In the entries that follow, find the line containing "Quick job: Transcribe"; from there, copy every line exactly through the line containing "Task: Give me".

Top of Records shown

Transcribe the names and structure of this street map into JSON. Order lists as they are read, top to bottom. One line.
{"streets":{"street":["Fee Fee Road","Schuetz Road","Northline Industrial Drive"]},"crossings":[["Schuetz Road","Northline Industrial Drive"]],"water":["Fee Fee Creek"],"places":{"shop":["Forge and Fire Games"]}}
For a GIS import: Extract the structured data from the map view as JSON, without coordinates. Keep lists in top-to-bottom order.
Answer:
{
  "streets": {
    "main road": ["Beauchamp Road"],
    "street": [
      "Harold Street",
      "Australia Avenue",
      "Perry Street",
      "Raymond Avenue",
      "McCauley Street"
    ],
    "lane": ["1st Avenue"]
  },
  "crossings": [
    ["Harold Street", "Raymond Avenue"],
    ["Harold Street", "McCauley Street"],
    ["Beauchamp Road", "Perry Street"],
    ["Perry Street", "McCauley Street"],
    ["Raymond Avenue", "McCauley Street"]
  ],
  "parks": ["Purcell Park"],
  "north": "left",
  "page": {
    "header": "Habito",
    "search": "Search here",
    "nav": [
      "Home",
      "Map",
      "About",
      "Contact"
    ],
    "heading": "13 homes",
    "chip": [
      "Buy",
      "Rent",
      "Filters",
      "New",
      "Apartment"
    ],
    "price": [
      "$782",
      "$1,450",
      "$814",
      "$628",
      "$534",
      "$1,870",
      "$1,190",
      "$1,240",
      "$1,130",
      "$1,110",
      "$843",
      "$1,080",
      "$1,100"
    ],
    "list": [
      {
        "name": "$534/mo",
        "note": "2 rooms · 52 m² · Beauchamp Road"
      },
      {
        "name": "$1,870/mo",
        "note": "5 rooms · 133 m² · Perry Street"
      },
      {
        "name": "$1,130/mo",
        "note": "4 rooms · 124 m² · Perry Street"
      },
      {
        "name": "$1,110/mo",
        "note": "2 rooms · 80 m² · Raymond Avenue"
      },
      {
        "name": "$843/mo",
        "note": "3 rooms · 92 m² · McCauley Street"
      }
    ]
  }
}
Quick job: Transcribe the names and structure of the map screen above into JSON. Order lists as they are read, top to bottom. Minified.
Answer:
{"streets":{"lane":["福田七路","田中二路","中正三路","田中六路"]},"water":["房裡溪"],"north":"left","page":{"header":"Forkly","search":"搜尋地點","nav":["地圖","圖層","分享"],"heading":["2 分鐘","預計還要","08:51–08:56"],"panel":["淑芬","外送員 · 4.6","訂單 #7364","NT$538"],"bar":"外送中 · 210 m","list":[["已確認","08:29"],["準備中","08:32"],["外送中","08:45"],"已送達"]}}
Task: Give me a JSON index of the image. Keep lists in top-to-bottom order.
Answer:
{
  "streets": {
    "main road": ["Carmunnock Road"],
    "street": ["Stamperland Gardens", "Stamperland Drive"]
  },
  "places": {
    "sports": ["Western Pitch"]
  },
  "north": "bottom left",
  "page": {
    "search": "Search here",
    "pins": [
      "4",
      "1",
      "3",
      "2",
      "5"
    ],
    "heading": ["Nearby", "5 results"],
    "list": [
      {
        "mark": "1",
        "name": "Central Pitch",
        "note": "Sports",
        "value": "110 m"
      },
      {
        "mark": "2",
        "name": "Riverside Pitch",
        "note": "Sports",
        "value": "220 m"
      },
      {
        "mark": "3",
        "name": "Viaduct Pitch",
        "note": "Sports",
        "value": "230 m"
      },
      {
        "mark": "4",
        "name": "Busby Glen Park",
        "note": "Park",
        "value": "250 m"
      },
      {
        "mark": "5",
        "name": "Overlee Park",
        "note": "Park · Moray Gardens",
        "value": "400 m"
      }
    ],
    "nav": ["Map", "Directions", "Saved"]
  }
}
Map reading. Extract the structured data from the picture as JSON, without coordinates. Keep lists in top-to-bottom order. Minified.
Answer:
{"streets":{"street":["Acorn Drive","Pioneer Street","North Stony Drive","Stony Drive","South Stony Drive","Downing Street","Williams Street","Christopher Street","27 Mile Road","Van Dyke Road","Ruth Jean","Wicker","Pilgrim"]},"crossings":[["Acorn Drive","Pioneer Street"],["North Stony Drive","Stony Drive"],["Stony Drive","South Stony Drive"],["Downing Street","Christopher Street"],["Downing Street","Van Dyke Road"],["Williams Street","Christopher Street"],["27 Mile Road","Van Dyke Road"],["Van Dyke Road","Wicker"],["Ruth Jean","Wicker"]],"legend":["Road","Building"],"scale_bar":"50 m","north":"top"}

Bottom of Records shown

■ **Answer for this exercise**:
Quick job: Transcribe the names and structure of the map screen above into JSON. Order lists as they are read, top to bottom. Minified.
Answer:
{"streets":{"lane":["福田七路","田中二路","中正三路","田中六路"]},"water":["房裡溪"],"north":"left","page":{"header":"Forkly","search":"搜尋地點","nav":["地圖","圖層","分享"],"heading":["2 分鐘","預計還要","08:51–08:56"],"panel":["淑芬","外送員 · 4.6","訂單 #7364","NT$538"],"bar":"外送中 · 210 m","list":[["已確認","08:29"],["準備中","08:32"],["外送中","08:45"],"已送達"]}}
Task: Give me a JSON index of the image. Keep lists in top-to-bottom order.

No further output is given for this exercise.